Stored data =
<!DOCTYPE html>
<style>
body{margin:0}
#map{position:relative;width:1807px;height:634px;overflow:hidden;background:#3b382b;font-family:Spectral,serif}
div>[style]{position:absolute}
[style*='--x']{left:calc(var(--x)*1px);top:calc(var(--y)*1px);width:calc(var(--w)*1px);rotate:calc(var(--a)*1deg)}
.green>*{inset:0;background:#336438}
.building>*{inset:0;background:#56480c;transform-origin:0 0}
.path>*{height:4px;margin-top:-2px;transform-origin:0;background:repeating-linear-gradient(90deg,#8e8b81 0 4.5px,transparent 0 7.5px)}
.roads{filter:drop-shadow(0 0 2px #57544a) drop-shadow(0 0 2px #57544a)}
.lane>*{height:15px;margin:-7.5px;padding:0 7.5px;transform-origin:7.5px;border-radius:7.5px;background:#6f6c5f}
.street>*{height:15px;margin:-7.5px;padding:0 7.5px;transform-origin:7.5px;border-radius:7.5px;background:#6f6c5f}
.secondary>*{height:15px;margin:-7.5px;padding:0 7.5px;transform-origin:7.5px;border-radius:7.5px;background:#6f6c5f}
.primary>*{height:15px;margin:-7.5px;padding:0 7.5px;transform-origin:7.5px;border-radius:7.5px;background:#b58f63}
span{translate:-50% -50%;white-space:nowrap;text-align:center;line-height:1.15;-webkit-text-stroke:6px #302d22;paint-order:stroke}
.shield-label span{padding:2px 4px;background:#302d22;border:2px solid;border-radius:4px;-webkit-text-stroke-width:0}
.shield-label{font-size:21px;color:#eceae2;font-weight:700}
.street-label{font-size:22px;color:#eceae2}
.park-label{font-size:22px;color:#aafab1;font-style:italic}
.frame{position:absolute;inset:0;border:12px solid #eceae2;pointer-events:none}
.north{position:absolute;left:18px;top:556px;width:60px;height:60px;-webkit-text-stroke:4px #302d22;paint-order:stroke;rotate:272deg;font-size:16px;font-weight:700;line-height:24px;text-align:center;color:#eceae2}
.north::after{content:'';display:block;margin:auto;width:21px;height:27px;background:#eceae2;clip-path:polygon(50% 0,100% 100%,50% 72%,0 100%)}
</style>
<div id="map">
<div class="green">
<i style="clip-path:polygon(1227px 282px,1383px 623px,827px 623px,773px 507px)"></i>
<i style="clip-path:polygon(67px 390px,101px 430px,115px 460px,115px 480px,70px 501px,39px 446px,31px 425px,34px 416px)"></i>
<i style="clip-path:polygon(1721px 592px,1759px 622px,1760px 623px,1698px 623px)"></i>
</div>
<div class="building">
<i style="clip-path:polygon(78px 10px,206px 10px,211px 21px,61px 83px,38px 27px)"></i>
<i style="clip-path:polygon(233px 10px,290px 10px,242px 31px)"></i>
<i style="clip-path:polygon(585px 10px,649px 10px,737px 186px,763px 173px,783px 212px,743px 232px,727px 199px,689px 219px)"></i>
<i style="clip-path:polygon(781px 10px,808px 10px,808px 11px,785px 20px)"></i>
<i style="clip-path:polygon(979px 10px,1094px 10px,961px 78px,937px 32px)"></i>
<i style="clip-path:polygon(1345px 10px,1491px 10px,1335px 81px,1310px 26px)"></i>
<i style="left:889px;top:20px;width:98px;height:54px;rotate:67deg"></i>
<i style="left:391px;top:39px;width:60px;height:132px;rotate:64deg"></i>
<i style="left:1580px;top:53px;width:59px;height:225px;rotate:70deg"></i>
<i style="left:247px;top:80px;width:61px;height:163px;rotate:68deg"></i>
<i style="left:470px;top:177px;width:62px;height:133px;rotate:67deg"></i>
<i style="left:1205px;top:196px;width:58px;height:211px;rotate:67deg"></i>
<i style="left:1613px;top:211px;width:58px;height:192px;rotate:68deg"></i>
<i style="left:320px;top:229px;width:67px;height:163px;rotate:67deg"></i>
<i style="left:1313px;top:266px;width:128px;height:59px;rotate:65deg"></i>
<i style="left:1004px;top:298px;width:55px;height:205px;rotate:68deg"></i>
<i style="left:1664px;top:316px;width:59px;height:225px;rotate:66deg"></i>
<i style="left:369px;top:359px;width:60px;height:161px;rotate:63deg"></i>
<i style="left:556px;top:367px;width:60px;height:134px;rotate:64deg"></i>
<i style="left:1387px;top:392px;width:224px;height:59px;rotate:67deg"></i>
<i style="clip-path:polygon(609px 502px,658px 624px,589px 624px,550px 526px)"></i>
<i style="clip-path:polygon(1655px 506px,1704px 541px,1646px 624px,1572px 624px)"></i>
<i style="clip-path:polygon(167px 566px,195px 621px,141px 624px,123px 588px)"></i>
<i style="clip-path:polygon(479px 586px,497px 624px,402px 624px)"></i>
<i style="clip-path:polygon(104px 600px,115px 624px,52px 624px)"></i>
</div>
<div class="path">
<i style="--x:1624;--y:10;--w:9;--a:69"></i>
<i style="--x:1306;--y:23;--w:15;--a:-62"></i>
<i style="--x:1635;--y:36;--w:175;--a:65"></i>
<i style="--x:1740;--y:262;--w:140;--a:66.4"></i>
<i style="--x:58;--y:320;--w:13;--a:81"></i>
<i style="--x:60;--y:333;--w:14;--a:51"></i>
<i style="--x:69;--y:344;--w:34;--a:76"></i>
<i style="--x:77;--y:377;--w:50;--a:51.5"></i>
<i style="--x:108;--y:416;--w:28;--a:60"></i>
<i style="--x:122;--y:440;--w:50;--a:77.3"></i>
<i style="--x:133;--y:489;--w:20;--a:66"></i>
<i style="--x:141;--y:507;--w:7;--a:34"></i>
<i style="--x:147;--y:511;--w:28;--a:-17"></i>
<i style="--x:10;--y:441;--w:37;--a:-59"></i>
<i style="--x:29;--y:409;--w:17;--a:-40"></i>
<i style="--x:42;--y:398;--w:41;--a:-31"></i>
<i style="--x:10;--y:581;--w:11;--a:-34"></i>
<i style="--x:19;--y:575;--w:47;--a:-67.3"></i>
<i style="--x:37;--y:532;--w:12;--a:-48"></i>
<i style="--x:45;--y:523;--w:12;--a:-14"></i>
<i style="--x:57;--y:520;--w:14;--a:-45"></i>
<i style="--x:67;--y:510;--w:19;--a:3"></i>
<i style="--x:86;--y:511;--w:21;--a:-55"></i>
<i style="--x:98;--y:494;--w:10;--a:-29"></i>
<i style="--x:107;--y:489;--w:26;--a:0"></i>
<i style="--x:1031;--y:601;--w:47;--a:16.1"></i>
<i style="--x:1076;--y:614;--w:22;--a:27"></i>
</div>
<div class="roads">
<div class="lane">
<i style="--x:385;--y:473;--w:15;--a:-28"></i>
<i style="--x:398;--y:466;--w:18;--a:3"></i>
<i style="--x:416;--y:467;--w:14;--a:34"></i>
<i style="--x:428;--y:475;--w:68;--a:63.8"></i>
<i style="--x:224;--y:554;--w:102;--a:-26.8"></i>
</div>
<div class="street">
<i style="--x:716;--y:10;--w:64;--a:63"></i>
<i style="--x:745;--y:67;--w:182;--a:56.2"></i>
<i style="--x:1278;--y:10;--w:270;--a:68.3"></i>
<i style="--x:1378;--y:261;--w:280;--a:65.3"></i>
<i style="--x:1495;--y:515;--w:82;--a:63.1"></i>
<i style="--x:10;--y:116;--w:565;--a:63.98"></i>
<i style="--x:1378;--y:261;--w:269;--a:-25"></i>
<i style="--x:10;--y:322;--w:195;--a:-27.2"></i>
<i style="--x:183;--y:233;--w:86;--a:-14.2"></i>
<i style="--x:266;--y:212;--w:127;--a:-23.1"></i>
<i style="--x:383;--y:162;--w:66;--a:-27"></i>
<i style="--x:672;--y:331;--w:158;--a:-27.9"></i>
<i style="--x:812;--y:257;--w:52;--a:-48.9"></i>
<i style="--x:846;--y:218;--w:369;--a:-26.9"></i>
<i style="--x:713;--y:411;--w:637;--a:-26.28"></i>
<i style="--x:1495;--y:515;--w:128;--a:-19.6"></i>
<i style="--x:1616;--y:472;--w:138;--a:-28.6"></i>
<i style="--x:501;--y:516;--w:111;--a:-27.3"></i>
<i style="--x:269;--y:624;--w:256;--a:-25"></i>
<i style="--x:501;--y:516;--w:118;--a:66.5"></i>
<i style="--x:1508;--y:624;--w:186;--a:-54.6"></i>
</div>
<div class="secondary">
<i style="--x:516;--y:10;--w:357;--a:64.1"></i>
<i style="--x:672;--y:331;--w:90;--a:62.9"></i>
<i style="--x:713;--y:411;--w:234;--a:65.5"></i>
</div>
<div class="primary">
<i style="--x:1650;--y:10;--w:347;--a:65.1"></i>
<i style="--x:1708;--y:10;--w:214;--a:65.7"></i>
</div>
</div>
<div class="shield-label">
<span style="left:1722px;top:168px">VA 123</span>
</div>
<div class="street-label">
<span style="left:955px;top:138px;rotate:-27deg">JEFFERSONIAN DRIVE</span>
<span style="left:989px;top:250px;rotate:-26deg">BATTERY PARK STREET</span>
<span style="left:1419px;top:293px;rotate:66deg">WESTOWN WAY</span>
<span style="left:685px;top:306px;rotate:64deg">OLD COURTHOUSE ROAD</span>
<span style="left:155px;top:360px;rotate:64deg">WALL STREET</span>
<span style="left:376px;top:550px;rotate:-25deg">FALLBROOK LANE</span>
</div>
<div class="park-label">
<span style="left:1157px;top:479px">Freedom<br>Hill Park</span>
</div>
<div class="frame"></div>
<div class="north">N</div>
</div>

EXERCISE = What is needed is an exact repetition of the lines from the first line of the records through the line containing "2px #57544a) drop-shadow(0", both ends included, and nothing more.

YOUR SOLUTION =
<!DOCTYPE html>
<style>
body{margin:0}
#map{position:relative;width:1807px;height:634px;overflow:hidden;background:#3b382b;font-family:Spectral,serif}
div>[style]{position:absolute}
[style*='--x']{left:calc(var(--x)*1px);top:calc(var(--y)*1px);width:calc(var(--w)*1px);rotate:calc(var(--a)*1deg)}
.green>*{inset:0;background:#336438}
.building>*{inset:0;background:#56480c;transform-origin:0 0}
.path>*{height:4px;margin-top:-2px;transform-origin:0;background:repeating-linear-gradient(90deg,#8e8b81 0 4.5px,transparent 0 7.5px)}
.roads{filter:drop-shadow(0 0 2px #57544a) drop-shadow(0 0 2px #57544a)}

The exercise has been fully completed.